Net inflows into exchange-traded funds in the first half of 2010 beat inflows into ETFs in the previous year, according to State Street Global Advisors, the investment management business of State Street Corp.
ETF industry assets in the United States fell 0.4% during the first half of 2010, as investors held $772 billion in 897 ETFs as of June 30, 2010, State Street Global Advisors reported. During the same period, the Standard & Poor’s 500 Index slid 8.9%.
ETFs are used as part of clients’ actively-managed portfolios and are therefore experiencing better results, said Geoffrey Bobroff of Bobroff Consulting in East Greenwich, R.I., in a phone interview on Thursday. The significant growth in ETFs has been in bond funds, he said, as investors move out of the risk curve.
State Street [STT] pointed out three key trends that helped shape the ETF industry during the first six months of 2010: First, there was continued growth of fixed income ETF assets, which increased 78% in 2009 and 21% in the six months to June 30, 2010, as the number of bond ETFs available to investors reached 105.

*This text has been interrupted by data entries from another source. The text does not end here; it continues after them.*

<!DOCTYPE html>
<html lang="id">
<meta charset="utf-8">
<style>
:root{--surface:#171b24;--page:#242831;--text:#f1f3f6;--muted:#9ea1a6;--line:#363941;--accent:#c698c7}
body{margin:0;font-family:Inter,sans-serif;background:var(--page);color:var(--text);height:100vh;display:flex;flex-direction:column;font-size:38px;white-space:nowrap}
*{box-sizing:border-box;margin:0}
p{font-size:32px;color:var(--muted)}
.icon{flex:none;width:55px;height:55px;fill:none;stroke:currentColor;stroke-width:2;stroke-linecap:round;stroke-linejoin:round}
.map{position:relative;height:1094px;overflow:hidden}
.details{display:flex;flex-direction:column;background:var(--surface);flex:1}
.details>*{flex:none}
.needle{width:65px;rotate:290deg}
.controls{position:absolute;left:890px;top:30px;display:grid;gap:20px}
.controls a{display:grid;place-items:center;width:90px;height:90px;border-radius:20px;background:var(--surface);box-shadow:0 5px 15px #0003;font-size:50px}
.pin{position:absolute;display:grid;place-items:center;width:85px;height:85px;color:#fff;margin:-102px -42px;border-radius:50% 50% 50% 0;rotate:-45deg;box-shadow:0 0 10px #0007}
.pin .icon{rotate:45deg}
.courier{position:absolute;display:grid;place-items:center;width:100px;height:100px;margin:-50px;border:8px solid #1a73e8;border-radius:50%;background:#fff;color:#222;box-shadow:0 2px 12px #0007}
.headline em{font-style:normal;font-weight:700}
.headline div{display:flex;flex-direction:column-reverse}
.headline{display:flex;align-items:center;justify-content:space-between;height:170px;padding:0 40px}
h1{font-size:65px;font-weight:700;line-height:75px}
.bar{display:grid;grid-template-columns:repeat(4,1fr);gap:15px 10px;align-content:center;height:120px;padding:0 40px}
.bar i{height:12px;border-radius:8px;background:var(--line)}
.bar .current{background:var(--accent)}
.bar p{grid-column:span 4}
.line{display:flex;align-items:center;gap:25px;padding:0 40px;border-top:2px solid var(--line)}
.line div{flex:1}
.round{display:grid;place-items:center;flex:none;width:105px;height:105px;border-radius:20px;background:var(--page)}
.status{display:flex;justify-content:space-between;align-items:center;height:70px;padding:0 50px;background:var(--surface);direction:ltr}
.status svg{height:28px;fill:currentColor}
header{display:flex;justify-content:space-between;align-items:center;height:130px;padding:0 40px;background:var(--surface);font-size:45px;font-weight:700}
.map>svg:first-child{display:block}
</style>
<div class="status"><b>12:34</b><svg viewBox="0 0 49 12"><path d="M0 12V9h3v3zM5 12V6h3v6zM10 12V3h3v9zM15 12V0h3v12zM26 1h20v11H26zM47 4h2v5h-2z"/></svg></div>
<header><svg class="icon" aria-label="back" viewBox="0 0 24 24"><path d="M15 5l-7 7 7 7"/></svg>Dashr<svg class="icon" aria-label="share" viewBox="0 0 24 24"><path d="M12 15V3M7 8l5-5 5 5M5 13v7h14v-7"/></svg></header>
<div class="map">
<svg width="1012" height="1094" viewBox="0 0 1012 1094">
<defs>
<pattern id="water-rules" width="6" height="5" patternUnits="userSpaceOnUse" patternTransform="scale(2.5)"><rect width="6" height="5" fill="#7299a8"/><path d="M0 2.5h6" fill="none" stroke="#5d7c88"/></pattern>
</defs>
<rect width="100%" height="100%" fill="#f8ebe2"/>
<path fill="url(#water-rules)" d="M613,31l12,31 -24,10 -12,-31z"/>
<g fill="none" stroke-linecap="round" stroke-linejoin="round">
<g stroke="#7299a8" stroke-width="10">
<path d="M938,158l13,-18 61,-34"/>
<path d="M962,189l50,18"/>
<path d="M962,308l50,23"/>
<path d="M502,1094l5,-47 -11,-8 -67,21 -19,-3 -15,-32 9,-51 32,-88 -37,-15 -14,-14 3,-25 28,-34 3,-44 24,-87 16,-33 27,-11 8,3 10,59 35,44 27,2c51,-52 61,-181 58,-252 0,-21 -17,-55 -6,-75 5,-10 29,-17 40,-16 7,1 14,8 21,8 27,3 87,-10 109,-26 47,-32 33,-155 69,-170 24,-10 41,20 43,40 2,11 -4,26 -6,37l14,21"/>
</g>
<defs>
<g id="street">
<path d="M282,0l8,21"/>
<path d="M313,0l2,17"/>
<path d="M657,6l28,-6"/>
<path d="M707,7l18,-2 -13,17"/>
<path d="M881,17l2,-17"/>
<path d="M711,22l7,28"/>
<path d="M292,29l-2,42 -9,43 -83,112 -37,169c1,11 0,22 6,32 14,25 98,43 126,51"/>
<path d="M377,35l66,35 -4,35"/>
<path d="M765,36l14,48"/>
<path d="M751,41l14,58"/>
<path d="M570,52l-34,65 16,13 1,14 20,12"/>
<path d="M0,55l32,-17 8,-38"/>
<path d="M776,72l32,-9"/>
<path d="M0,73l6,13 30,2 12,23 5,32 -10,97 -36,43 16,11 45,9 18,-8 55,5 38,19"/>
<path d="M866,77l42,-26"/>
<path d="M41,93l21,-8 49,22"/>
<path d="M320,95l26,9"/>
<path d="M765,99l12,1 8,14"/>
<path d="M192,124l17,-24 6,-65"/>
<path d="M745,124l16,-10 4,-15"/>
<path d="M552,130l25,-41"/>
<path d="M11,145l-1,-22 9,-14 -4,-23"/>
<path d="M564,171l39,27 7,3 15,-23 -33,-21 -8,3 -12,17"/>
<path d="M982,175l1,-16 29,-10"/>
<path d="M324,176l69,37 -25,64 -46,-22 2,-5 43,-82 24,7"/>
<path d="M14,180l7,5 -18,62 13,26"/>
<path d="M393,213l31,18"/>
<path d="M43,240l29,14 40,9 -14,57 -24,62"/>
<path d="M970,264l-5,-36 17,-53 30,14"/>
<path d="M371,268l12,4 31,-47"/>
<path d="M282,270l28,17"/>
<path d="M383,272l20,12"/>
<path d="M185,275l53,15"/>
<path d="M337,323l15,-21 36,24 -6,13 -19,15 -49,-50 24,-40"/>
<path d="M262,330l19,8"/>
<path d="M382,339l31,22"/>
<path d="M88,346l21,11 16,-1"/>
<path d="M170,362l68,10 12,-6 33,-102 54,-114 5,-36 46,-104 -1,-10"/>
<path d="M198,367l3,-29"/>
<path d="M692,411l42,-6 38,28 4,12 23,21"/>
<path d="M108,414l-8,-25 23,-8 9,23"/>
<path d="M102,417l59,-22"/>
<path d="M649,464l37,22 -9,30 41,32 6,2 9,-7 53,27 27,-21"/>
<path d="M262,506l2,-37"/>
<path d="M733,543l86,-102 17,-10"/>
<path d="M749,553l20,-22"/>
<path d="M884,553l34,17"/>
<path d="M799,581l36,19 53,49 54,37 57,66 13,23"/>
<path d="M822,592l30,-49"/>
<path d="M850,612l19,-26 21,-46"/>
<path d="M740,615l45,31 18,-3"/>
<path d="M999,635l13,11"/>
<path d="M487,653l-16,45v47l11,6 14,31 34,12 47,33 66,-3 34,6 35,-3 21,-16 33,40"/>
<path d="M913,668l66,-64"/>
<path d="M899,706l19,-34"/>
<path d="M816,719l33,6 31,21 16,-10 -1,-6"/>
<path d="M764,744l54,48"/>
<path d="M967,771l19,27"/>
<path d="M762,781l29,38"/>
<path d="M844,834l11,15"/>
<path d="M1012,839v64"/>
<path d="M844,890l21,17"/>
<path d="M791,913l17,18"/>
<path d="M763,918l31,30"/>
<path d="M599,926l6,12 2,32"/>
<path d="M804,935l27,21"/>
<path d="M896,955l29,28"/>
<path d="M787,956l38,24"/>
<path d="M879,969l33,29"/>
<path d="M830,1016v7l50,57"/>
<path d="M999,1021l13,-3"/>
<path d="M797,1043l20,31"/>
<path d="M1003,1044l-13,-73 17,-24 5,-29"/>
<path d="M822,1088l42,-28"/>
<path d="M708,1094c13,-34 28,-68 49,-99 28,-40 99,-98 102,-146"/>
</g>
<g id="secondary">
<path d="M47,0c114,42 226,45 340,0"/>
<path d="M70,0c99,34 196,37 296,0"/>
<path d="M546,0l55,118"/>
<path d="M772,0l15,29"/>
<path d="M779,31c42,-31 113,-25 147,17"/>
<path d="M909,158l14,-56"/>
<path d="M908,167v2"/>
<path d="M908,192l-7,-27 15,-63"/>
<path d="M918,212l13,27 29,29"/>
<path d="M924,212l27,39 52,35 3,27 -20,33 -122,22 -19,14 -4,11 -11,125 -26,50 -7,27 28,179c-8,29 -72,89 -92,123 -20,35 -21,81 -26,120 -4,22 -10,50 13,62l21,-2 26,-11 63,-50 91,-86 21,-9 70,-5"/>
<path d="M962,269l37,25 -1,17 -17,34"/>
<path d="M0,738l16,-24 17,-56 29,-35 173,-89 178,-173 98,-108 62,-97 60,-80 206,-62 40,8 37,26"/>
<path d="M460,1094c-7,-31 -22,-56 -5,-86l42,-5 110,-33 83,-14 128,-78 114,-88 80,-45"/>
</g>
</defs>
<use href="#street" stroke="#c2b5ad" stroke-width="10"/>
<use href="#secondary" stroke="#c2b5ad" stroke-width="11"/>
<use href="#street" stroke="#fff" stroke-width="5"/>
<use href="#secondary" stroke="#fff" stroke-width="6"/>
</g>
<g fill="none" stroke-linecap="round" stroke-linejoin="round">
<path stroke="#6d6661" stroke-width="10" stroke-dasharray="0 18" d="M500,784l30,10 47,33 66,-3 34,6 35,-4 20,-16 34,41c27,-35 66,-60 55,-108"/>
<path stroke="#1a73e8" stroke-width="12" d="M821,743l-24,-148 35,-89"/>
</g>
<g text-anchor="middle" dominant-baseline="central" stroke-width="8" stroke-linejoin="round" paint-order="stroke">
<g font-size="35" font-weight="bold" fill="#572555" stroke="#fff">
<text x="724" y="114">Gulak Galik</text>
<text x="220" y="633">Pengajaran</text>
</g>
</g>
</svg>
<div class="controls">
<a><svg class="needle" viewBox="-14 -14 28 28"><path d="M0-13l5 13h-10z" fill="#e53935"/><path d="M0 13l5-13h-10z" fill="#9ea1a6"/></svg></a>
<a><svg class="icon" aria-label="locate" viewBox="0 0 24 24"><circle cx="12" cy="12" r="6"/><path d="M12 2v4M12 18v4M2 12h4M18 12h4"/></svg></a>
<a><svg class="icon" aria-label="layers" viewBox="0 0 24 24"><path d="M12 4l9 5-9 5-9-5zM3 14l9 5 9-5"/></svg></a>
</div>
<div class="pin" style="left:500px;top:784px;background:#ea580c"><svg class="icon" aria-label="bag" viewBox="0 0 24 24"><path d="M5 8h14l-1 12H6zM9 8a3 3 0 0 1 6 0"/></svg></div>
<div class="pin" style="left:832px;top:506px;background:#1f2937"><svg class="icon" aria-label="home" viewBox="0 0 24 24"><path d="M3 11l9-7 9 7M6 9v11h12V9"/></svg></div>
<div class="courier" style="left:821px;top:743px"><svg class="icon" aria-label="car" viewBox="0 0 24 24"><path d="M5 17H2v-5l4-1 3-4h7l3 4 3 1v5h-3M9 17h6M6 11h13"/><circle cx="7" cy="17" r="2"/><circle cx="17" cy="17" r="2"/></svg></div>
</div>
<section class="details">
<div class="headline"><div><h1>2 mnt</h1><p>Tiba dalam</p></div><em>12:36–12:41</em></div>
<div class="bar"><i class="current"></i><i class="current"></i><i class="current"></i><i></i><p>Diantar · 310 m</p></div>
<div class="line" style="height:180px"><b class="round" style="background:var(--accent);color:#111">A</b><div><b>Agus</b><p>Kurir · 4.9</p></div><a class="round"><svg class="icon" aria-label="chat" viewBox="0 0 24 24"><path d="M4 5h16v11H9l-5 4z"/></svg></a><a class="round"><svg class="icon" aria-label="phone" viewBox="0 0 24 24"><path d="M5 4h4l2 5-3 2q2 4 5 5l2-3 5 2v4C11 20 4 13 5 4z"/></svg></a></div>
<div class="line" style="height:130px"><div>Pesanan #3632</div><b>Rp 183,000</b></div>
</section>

In 2006, just six fixed income ETFs existed. Secondly, gold ETF assets soared 30.2% during the first half of the year, reaching new highs as investors worried about the sovereign debt crisis and the slow economic recovery in the United States. And lastly, the "Flash Crash" on May 6, 2010 did not hurt investor confidence in ETFs, with net new inflows into ETFs totalling $20.2 billion in May and June.
“Despite the market's performance during the first half of 2010, ETF net inflows are ahead of last year's pace,” said Tom Anderson, director of strategy and research for the Intermediary Business Group at State Street Global Advisors, in a press release. “This growth has been driven by financial professionals, individual investors and institutions, and underscores the way investors build and maintain portfolios in every market cycle using these innovative investment products.”